Exercise goal — Make an exact copy of all the records that follow, apart from the pictures.

***** Extracted records

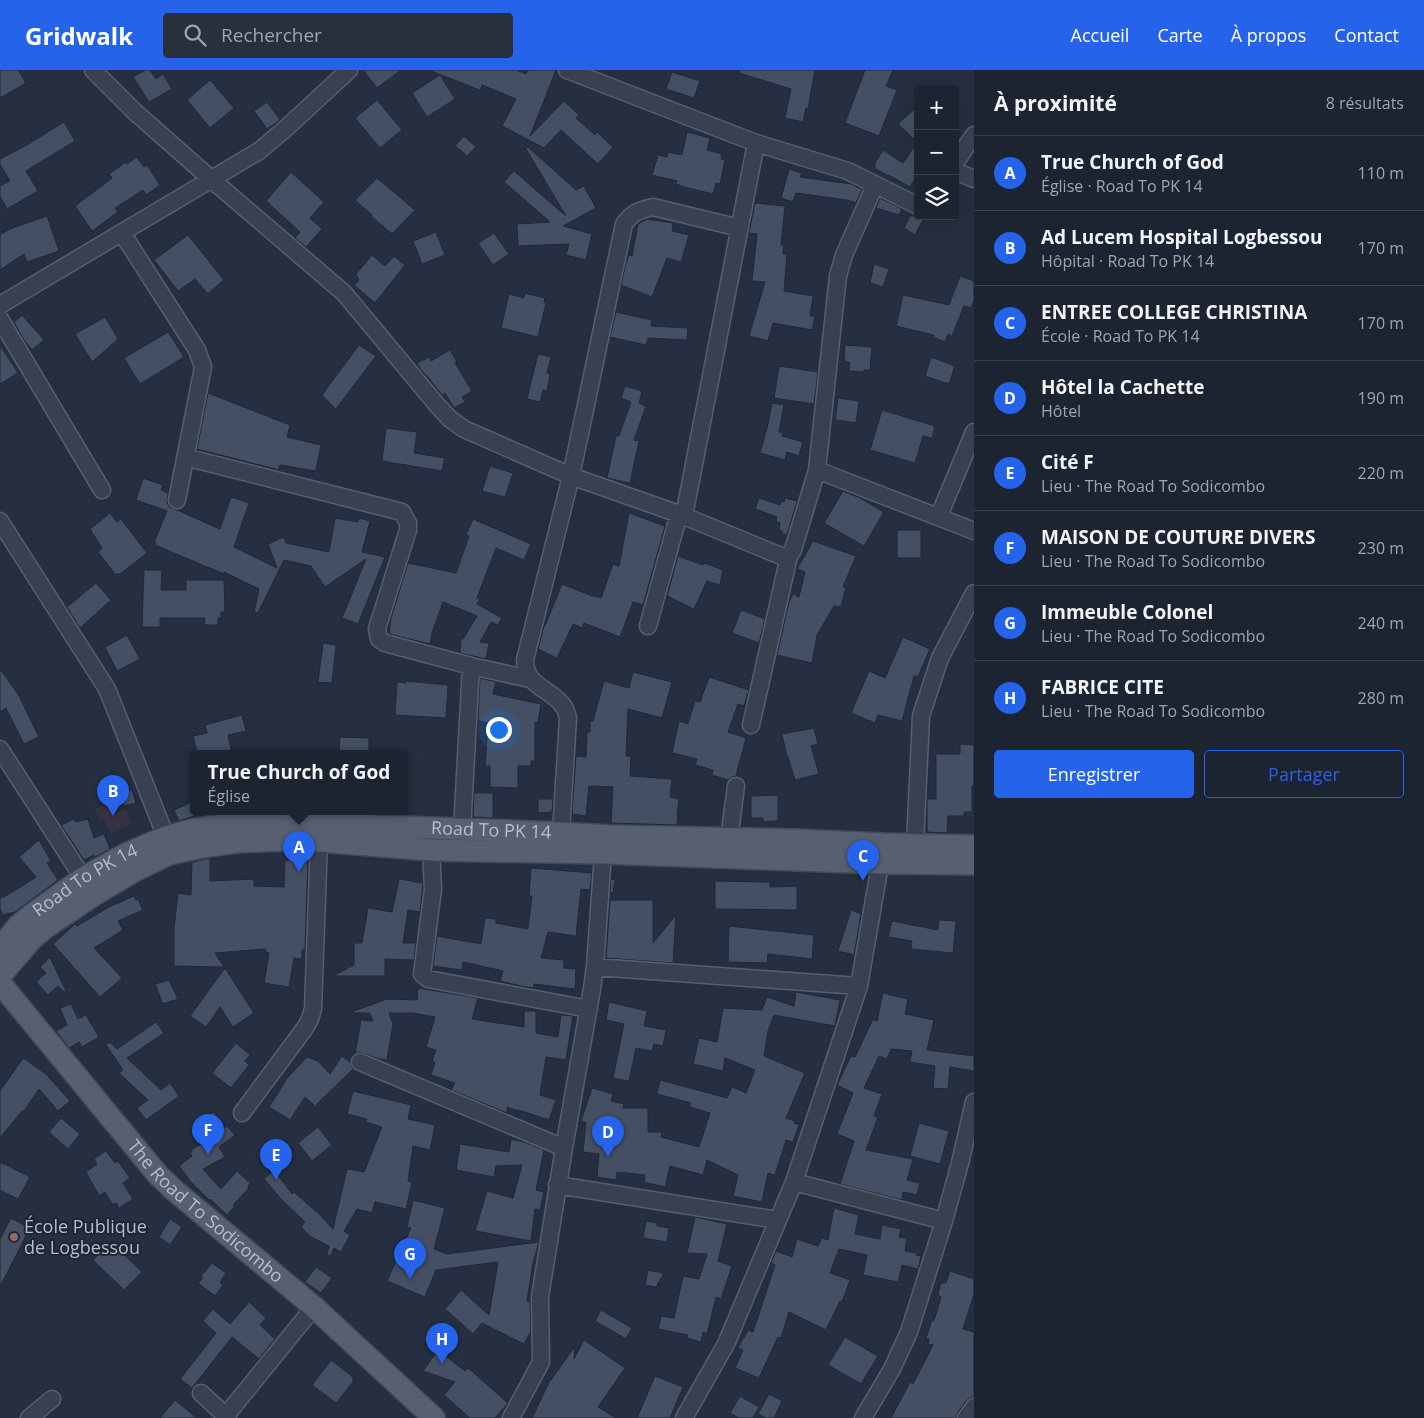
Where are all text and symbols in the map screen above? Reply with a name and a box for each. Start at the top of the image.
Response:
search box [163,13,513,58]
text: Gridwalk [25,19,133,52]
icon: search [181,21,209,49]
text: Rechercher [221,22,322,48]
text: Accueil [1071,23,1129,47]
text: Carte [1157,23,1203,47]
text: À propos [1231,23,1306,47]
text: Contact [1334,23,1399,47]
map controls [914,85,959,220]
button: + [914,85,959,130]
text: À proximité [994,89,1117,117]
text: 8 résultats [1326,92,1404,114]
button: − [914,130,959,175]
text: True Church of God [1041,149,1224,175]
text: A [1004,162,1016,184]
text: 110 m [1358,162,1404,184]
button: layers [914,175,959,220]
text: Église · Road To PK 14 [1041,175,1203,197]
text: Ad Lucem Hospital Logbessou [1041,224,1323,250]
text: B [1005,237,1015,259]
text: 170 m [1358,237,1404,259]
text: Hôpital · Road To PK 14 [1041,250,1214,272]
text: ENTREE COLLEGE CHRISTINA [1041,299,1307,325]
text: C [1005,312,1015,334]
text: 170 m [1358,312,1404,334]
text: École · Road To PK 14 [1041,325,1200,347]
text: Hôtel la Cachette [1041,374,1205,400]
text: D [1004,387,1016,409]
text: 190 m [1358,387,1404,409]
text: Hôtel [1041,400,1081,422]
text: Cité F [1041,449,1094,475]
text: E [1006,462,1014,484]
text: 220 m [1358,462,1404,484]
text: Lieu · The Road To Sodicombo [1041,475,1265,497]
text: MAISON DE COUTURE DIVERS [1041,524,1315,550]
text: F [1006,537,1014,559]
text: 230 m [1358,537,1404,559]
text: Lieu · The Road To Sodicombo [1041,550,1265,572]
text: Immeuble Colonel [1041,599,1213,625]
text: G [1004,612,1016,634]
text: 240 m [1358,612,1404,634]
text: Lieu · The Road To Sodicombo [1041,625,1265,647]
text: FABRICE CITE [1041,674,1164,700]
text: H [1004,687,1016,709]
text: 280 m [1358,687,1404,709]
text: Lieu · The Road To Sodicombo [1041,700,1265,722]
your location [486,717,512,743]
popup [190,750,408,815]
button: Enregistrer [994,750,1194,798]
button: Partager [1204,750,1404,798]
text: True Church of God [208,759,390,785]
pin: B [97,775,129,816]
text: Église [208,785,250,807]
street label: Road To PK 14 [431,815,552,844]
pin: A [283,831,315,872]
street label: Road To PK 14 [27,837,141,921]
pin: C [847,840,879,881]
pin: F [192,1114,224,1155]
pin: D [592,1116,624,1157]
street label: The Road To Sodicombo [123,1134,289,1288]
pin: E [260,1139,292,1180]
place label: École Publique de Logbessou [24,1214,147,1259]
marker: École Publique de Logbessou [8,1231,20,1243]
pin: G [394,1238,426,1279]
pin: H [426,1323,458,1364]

**********

Answer for the task —
Where are all text and symbols in the map screen above? Reply with a name and a box for each. Start at the top of the image.
Response:
search box [163,13,513,58]
text: Gridwalk [25,19,133,52]
icon: search [181,21,209,49]
text: Rechercher [221,22,322,48]
text: Accueil [1071,23,1129,47]
text: Carte [1157,23,1203,47]
text: À propos [1231,23,1306,47]
text: Contact [1334,23,1399,47]
map controls [914,85,959,220]
button: + [914,85,959,130]
text: À proximité [994,89,1117,117]
text: 8 résultats [1326,92,1404,114]
button: − [914,130,959,175]
text: True Church of God [1041,149,1224,175]
text: A [1004,162,1016,184]
text: 110 m [1358,162,1404,184]
button: layers [914,175,959,220]
text: Église · Road To PK 14 [1041,175,1203,197]
text: Ad Lucem Hospital Logbessou [1041,224,1323,250]
text: B [1005,237,1015,259]
text: 170 m [1358,237,1404,259]
text: Hôpital · Road To PK 14 [1041,250,1214,272]
text: ENTREE COLLEGE CHRISTINA [1041,299,1307,325]
text: C [1005,312,1015,334]
text: 170 m [1358,312,1404,334]
text: École · Road To PK 14 [1041,325,1200,347]
text: Hôtel la Cachette [1041,374,1205,400]
text: D [1004,387,1016,409]
text: 190 m [1358,387,1404,409]
text: Hôtel [1041,400,1081,422]
text: Cité F [1041,449,1094,475]
text: E [1006,462,1014,484]
text: 220 m [1358,462,1404,484]
text: Lieu · The Road To Sodicombo [1041,475,1265,497]
text: MAISON DE COUTURE DIVERS [1041,524,1315,550]
text: F [1006,537,1014,559]
text: 230 m [1358,537,1404,559]
text: Lieu · The Road To Sodicombo [1041,550,1265,572]
text: Immeuble Colonel [1041,599,1213,625]
text: G [1004,612,1016,634]
text: 240 m [1358,612,1404,634]
text: Lieu · The Road To Sodicombo [1041,625,1265,647]
text: FABRICE CITE [1041,674,1164,700]
text: H [1004,687,1016,709]
text: 280 m [1358,687,1404,709]
text: Lieu · The Road To Sodicombo [1041,700,1265,722]
your location [486,717,512,743]
popup [190,750,408,815]
button: Enregistrer [994,750,1194,798]
button: Partager [1204,750,1404,798]
text: True Church of God [208,759,390,785]
pin: B [97,775,129,816]
text: Église [208,785,250,807]
street label: Road To PK 14 [431,815,552,844]
pin: A [283,831,315,872]
street label: Road To PK 14 [27,837,141,921]
pin: C [847,840,879,881]
pin: F [192,1114,224,1155]
pin: D [592,1116,624,1157]
street label: The Road To Sodicombo [123,1134,289,1288]
pin: E [260,1139,292,1180]
place label: École Publique de Logbessou [24,1214,147,1259]
marker: École Publique de Logbessou [8,1231,20,1243]
pin: G [394,1238,426,1279]
pin: H [426,1323,458,1364]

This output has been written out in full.